I made my first visit to the Embassy on the 15th of August (Journée de l'Assomption). W. thought I had better come over and see the house before arriving in November to take possession. We started quite cheerfully. It was warm and bright with a good breeze—a few white-caps, but nothing out of the way. We saw the boats dance a little as they came in, but didn't realise what a gale was blowing until we got on board of ours. The wind was howling through the rigging, and the Captain told us he couldn't start, as the wind was blowing the water off the bar. It increased very much while we were waiting, and several passengers left the boat and stayed over in Boulogne until the next day. However we had promised to go; we are fairly good sailors, and W. had just two idle days he could give us in London—so we started. It was certainly the worst crossing I have ever made. The boat rolled and pitched terribly, we shipped heavy seas all the time, and arrived at Folkestone shivering and drenched. All the way to London we felt little streams of water running down our backs, and our hats were a curiosity—filled with water like a bowl. We emptied them on the quay, but the feathers, of course, were finished. We were met at Victoria by two swell young secretaries, in evening dress, with gardenias in their button-holes, who had come to meet their Ambassadress; and I have wondered since what impression they had of the limp, damp, exhausted female they extracted from the reserved saloon carriage. It was only a few minutes' drive to the Embassy at Albert Gate, where we were received by a stout porter and a most distinguished "groom of the chambers," dressed in black, with a silver chain around his neck. We dined alone in a fair-sized dining-room, with splendid Gobelin tapestries on the walls. W. came in about 11, having had a man's dinner with Gladstone.

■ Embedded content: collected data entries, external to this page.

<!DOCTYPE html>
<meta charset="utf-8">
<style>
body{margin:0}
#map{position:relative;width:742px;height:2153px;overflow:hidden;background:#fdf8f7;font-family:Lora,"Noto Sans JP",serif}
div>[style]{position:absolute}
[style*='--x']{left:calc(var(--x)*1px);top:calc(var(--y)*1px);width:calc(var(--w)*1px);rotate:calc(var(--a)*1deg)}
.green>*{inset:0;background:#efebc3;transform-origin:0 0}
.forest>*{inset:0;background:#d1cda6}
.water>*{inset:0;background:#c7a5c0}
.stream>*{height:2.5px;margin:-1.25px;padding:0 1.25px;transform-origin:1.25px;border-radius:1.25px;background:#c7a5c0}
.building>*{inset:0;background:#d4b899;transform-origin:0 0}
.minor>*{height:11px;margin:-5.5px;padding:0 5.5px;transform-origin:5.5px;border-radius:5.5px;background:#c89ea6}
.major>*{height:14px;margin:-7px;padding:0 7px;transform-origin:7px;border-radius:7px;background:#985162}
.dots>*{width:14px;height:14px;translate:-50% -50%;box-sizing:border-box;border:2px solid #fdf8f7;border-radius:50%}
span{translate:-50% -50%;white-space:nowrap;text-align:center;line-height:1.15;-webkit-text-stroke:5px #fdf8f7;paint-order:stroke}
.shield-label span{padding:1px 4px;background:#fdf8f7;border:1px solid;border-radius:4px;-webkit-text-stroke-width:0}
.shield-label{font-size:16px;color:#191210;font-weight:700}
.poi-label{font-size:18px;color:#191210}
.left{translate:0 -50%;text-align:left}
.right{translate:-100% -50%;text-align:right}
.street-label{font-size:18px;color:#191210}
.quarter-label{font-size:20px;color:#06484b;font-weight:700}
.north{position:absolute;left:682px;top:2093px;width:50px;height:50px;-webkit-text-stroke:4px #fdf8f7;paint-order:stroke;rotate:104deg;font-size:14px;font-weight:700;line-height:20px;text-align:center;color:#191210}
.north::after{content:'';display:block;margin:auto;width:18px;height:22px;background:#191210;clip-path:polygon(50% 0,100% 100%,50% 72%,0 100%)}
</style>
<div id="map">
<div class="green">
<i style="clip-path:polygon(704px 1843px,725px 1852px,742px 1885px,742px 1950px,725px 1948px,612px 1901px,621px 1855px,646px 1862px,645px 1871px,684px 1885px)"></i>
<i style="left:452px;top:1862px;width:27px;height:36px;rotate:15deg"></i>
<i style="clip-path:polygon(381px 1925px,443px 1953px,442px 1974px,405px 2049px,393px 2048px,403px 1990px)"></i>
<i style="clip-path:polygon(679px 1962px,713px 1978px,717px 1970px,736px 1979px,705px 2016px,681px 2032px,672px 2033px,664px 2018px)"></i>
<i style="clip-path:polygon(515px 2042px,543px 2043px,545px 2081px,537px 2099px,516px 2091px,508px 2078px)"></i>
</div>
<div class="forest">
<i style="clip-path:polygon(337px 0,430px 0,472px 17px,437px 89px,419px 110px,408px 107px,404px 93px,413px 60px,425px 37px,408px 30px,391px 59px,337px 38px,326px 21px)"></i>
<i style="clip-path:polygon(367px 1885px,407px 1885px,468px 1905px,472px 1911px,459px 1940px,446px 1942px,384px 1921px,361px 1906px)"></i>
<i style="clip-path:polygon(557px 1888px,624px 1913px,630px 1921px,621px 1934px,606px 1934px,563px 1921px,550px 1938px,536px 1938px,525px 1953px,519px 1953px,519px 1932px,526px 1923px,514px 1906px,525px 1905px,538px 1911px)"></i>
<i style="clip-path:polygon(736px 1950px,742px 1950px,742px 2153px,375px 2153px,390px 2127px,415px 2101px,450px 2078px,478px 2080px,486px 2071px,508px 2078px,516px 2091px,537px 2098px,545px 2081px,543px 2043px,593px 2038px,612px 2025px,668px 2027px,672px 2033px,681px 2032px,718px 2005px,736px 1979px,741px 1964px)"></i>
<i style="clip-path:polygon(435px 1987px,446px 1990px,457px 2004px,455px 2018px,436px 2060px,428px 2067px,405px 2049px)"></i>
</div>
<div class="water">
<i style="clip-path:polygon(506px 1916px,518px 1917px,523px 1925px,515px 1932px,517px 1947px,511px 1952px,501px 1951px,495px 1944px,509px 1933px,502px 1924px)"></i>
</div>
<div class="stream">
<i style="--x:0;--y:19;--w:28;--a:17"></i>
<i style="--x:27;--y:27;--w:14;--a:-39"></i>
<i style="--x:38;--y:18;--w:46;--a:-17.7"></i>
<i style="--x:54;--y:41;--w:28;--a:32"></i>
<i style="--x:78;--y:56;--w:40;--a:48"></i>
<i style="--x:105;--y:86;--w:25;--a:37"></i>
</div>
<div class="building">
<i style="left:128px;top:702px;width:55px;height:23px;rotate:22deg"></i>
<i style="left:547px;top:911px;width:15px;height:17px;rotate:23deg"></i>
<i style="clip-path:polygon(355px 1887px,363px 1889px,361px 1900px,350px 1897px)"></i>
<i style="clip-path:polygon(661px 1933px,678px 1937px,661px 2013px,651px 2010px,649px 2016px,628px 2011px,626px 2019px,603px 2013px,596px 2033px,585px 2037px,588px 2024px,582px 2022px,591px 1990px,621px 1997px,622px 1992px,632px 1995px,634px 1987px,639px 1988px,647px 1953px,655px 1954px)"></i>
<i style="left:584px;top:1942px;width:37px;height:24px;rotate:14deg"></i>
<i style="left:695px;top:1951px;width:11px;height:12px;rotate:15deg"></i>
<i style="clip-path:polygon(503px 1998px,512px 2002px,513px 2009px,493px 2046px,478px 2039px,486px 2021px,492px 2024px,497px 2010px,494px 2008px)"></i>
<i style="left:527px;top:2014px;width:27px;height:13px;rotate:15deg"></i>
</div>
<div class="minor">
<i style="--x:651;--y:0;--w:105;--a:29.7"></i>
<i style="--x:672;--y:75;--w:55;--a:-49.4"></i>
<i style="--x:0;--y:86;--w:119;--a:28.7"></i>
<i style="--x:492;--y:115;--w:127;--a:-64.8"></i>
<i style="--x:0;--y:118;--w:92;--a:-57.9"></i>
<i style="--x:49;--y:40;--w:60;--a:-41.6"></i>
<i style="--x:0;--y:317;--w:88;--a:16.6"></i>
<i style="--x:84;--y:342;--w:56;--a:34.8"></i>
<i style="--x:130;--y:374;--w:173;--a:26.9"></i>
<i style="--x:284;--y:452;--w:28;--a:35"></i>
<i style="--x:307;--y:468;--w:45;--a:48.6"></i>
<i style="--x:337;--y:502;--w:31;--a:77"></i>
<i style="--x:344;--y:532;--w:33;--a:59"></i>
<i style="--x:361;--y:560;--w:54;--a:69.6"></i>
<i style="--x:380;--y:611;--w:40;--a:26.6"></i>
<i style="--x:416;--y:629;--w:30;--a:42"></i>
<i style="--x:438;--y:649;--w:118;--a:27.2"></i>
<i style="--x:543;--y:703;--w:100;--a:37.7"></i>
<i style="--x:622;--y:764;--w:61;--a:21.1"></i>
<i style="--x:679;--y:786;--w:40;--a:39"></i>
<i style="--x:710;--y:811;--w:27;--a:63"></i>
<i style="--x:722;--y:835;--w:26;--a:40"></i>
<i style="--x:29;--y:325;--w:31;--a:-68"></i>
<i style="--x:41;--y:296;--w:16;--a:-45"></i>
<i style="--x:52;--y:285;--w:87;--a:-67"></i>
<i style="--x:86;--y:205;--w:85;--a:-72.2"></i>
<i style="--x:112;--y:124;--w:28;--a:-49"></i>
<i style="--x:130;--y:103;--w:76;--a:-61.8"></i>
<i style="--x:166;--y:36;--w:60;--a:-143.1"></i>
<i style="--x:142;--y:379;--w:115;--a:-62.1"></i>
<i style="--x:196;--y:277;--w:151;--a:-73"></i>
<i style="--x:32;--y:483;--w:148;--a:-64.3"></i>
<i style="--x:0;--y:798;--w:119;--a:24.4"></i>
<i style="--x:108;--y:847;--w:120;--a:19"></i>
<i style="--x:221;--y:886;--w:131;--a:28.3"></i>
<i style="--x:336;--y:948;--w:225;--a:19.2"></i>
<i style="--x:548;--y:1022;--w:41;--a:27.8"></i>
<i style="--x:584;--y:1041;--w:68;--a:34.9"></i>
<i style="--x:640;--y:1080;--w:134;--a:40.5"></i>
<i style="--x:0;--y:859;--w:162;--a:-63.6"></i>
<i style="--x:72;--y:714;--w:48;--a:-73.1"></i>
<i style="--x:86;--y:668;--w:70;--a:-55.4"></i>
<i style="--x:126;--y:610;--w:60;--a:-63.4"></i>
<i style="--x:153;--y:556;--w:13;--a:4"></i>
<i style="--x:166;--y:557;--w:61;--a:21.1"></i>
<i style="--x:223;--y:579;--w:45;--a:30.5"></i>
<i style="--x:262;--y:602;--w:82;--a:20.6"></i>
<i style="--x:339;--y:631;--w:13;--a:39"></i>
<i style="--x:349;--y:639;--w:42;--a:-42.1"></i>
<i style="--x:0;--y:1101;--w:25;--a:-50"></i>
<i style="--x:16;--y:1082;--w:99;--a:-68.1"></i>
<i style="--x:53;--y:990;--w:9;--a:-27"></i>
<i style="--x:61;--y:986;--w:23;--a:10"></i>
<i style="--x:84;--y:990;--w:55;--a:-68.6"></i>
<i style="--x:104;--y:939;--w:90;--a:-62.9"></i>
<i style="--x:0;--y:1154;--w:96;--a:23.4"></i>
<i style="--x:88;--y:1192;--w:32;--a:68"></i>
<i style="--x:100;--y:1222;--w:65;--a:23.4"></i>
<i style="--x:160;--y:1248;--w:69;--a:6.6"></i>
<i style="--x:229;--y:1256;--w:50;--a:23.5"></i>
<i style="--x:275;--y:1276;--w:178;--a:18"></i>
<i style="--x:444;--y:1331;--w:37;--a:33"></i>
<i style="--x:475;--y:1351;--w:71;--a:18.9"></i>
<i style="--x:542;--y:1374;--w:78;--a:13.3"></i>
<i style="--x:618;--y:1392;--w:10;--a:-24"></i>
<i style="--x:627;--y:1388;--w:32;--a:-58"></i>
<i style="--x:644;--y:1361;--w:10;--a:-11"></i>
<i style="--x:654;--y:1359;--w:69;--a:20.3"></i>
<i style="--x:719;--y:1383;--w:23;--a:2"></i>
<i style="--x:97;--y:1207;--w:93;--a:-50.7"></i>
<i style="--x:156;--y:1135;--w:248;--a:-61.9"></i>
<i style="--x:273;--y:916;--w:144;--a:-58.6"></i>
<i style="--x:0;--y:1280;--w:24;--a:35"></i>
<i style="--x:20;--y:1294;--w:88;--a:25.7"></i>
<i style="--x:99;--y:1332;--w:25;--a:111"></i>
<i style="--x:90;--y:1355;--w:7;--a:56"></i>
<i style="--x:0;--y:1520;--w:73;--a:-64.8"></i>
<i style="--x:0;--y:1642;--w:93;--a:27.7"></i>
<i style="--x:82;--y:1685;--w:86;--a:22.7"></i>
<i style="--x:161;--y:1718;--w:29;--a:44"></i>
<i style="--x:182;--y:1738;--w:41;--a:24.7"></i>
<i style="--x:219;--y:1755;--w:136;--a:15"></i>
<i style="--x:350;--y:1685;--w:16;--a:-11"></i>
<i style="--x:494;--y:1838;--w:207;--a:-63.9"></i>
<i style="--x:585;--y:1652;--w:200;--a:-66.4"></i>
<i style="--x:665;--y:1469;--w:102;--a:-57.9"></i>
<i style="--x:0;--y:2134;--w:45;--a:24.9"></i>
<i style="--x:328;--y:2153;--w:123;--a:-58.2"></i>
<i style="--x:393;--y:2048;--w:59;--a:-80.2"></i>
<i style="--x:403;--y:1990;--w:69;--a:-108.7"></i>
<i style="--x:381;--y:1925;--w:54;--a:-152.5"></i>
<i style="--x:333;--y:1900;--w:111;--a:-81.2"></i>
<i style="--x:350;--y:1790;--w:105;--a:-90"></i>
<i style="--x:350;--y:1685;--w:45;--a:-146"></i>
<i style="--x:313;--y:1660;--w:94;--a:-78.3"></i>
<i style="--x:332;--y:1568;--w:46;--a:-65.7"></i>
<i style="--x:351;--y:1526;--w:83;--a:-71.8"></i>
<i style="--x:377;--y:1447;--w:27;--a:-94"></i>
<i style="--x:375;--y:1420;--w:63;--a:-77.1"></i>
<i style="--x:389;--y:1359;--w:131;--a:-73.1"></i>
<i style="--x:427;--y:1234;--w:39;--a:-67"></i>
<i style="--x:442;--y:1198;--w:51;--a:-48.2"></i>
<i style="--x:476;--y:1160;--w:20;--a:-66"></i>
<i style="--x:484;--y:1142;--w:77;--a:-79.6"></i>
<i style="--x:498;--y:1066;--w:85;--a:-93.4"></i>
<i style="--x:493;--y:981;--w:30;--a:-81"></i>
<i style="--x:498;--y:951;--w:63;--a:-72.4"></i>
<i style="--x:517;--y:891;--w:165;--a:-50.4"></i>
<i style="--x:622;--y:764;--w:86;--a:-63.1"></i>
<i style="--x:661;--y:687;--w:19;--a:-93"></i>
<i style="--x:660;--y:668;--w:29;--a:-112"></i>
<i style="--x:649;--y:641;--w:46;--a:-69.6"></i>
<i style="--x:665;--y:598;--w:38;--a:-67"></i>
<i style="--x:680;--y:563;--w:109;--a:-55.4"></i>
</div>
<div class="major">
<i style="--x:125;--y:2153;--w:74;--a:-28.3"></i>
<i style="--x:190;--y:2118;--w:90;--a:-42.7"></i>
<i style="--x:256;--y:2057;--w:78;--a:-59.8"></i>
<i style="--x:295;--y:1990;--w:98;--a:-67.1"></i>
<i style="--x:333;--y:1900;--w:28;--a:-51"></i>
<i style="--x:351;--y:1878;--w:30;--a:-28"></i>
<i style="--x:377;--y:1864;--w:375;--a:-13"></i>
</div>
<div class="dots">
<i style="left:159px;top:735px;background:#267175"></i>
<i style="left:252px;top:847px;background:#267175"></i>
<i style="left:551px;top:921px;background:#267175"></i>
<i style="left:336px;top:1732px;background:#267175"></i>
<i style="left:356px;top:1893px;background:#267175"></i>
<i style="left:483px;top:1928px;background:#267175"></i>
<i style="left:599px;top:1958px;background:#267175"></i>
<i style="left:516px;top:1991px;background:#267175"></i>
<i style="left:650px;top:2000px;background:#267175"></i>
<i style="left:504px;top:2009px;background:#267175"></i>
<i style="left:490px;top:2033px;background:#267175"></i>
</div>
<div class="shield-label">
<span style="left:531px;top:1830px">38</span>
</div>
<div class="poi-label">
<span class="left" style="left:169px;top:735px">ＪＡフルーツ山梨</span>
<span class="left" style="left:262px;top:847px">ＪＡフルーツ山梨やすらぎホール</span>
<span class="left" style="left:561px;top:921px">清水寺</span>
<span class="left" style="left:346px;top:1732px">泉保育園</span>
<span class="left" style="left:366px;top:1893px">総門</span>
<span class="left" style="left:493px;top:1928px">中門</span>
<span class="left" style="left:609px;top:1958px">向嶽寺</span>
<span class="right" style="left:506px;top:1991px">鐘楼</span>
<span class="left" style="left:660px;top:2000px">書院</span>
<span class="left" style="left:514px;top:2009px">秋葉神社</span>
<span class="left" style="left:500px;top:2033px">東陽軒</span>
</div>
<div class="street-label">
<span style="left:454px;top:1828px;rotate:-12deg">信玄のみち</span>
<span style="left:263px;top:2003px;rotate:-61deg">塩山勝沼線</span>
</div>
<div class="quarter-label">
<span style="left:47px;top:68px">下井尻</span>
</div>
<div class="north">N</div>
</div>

The French Embassy, Albert Gate, London

The next day we went all over the house, which is neither handsome nor comfortable. It is high and narrow, like a cage, with no very large rooms, and a general appearance of dinginess and accumulated dust. However, the Minister has promised to paint and clean, and to do over the small drawing-room entirely, just as I like. Of course I shall have blue satin—you remember how I always like blue everywhere, on me and near me. The situation is delightful, on the Park—just at Albert Gate. The windows and balconies of the drawing-rooms give on the drive, and the "Row" is so near that I could easily recognise horses and riders. The season is practically over, but I have just seen a pretty group pass; a lady mounted on a fine chestnut and a child on each side of her on nice, small fat ponies; close to the little girl, about eight years old, with her fair hair streaming down her back from under a blue cap, rides an old groom, evidently much pleased with his little lady's performance, and watching her so carefully.